Content starts

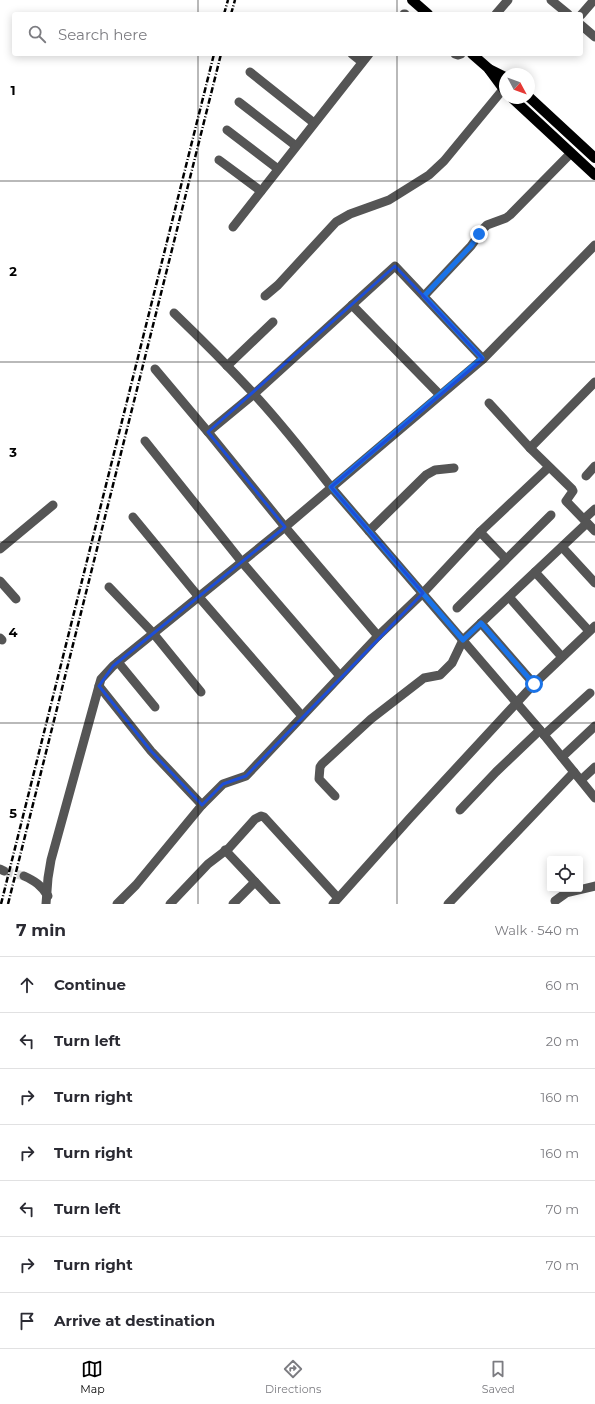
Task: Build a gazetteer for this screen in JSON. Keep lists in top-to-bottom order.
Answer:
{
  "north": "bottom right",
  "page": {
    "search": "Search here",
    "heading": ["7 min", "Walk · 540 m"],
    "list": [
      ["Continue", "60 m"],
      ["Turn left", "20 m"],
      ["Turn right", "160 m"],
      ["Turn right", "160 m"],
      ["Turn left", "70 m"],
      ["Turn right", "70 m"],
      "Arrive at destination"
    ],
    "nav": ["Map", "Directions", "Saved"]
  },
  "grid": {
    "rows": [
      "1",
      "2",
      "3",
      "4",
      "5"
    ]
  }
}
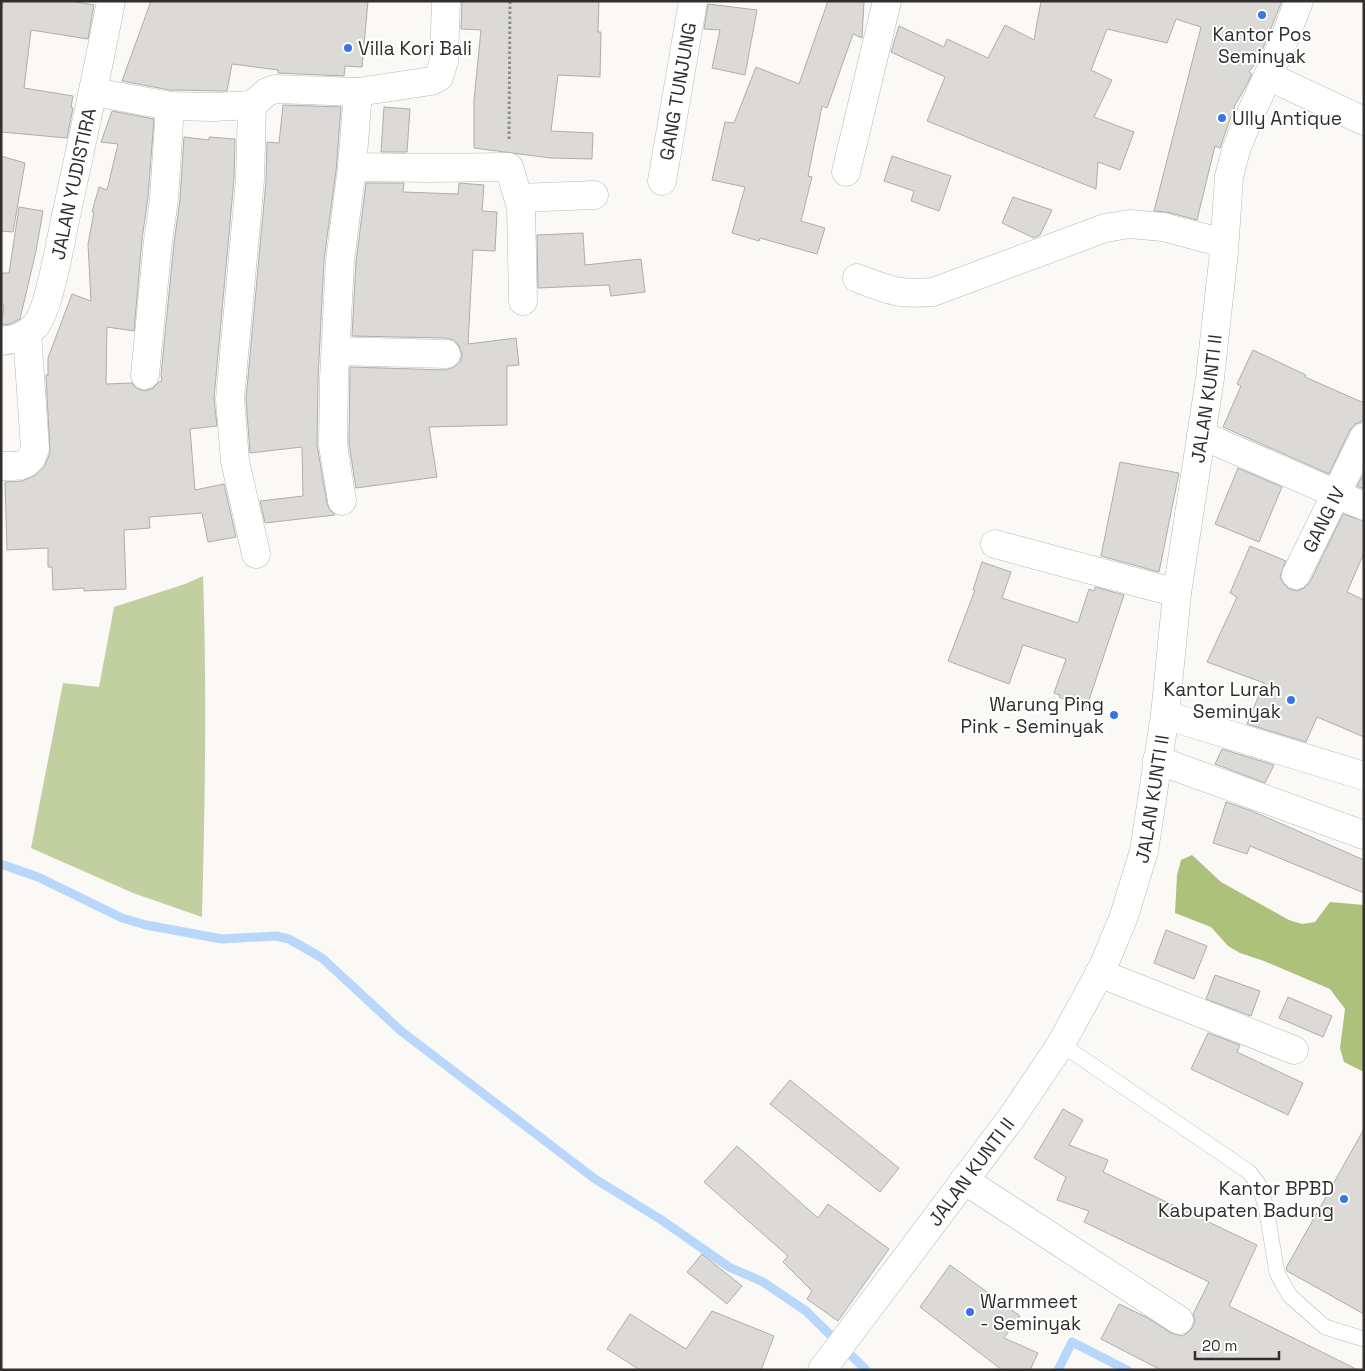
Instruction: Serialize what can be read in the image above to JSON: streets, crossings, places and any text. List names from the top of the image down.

Content ends

* PROMPT *
Write the records out again exactly as shown above, keeping no pictures.

* SOLVED PROBLEM *
Task: Build a gazetteer for this screen in JSON. Keep lists in top-to-bottom order.
Answer:
{
  "north": "bottom right",
  "page": {
    "search": "Search here",
    "heading": ["7 min", "Walk · 540 m"],
    "list": [
      ["Continue", "60 m"],
      ["Turn left", "20 m"],
      ["Turn right", "160 m"],
      ["Turn right", "160 m"],
      ["Turn left", "70 m"],
      ["Turn right", "70 m"],
      "Arrive at destination"
    ],
    "nav": ["Map", "Directions", "Saved"]
  },
  "grid": {
    "rows": [
      "1",
      "2",
      "3",
      "4",
      "5"
    ]
  }
}
Instruction: Serialize what can be read in the image above to JSON: streets, crossings, places and any text. List names from the top of the image down.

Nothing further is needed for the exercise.